A change is made to a single code line in one of the modules and we want to make that change. To do that, we need to implement the whole monolith, even those modules that haven’t changed. Everything has to be implemented together, so we have an implementation link. If the structure of our code system changes, it is expensive to handle it, because the cost of the change via the service limits in the distributed systems is very high. Having to make independent changes to one or more deployable services, perhaps in view of the impact of breaking through changes in service contracts, is likely to be a huge burden. The most common example that comes to mind when discussing monoliths is a system that implements all code as one process, as shown in Figure 1-6.
Or you may have created a set of implementation artifacts from multiple sources and versions. Either way, this version for the system is implemented everywhere at once . Continuous implementation is difficult: large monolithic application is also an obstacle to frequent implementations. This interrupts the background tasks (p. E.g. Quartz vacancies in a Java application), regardless of whether they are affected by the change and may cause problems. As a result, it increases the risk associated with redistribution, discouraging frequent updates.
While a monolith may be a valid option for some operating situations, it is generally not suitable for a modern application. Poorly defined internal monolith structures can make code maintenance more difficult, creating a steep learning curve for new developers and creating additional support costs. High clutch and low cohesion can significantly extend the time it takes to add new features and you may not be able to scale individual components based on traffic patterns. Monoliths also require multiple teams to coordinate for a major launch, increasing the burden of collaboration and knowledge transfer.

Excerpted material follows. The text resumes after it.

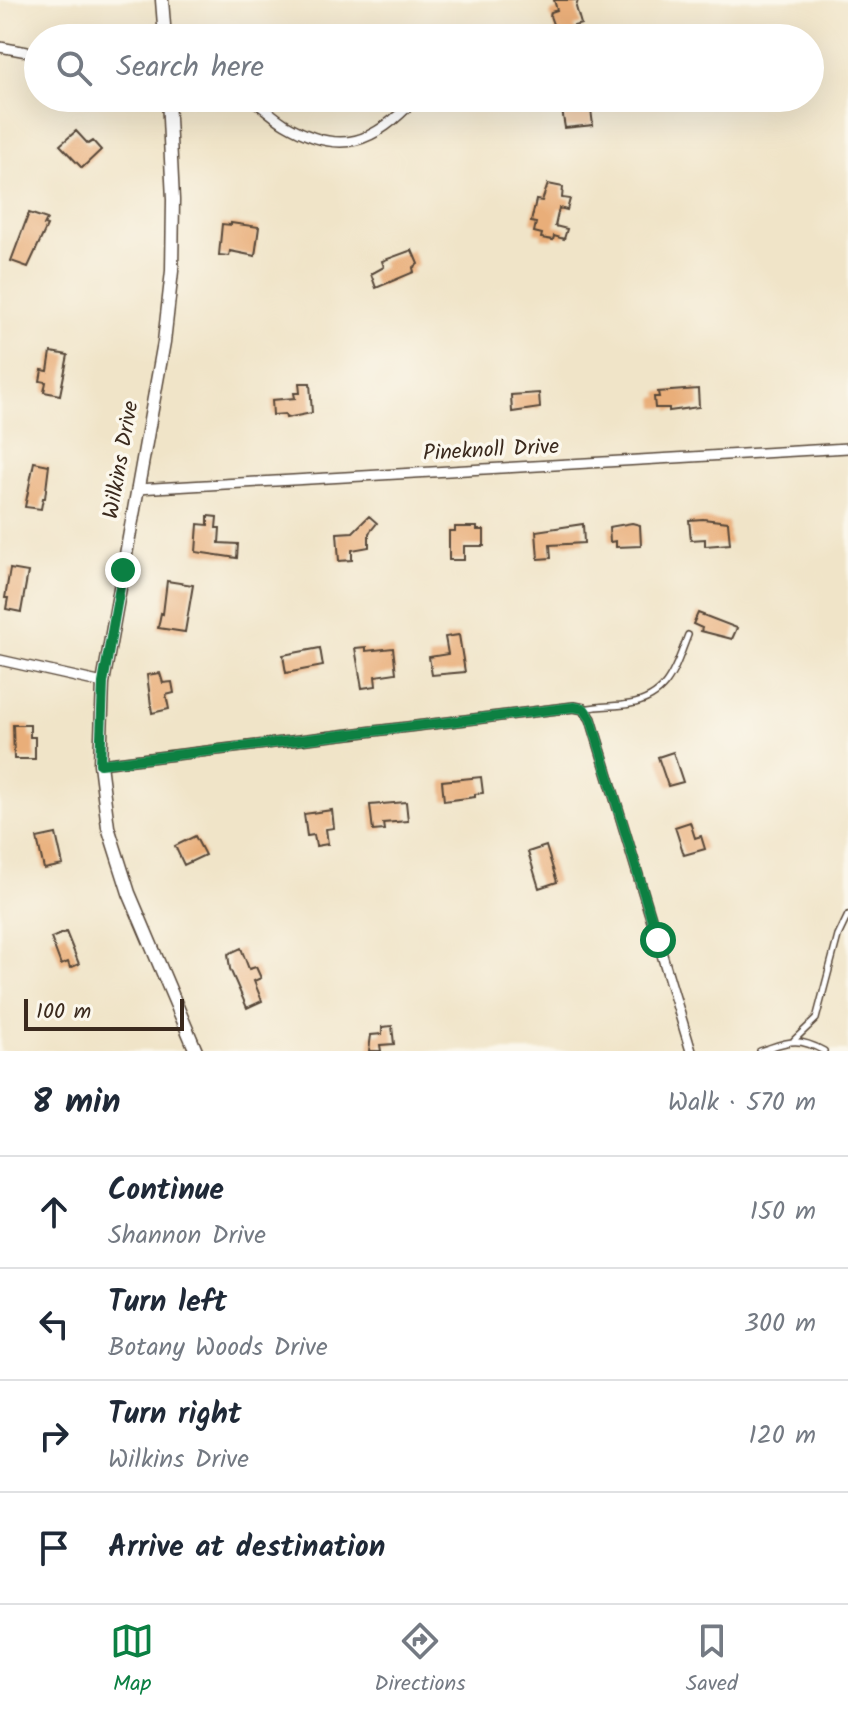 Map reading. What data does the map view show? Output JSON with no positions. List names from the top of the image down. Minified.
{"streets":{"street":["Pineknoll Drive","Wilkins Drive"]},"crossings":[["Pineknoll Drive","Wilkins Drive"]],"scale_bar":"100 m","page":{"search":"Search here","scale":"100 m","heading":["8 min","Walk · 570 m"],"list":[["Continue","Shannon Drive","150 m"],["Turn left","Botany Woods Drive","300 m"],["Turn right","Wilkins Drive","120 m"],"Arrive at destination"],"nav":["Map","Directions","Saved"]}}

By encapsulating data and behavior in this way, we get a high coherence of business functionality. By hiding the database that supports our service, we also ensure that strategies for decomposing monoliths the link is reduced. Since a microservice architecture is a distributed system, you must choose and configure the connections between all modules and databases.
Because it can be difficult to understand how to properly implement a change, the quality of the code decreases over time. It is worth noting that practically all systems we classify as “monoliths” are also distributed systems. A single process application probably reads data from a database running on another machine and presents data in a web browser. There are at least three computers in the mix there, with communication between them via networks.
In essence, in a system consisting of multiple independent services, there must be some interaction between the participants. In a microservice architecture, domain linking is the result: interactions between services form interactions in our real domain. If you want to place an order, you need to know which items were in a customer’s shopping cart.
In addition, as long as this application includes independent services, they must all be implemented independently. As we discussed in this chapter, microservices are independently implementable services modeled after a business domain. We use the information principles hidden along with domain-based design to create services with stable limits where it is easier to work independently, and we do what we can to reduce the many forms of coupling.
The difference is the extent to which monolithic systems are distributed compared to microservice architectures. Since you have more computers in the mix that communicate over more networks, you’d rather consider the unpleasant problems associated with distributed systems. These issues that I have briefly discussed may not appear at first, but as your system grows it will likely affect most, if not all, of you. Changes in functionality mainly refer to changes in business functionality. But in Figure 1-1, our commercial functionality extends across all three levels, increasing the likelihood of a change in functionality exceeding layers. This is an architecture in which we have a high coherence of related technology, but a low coherence of business functionality.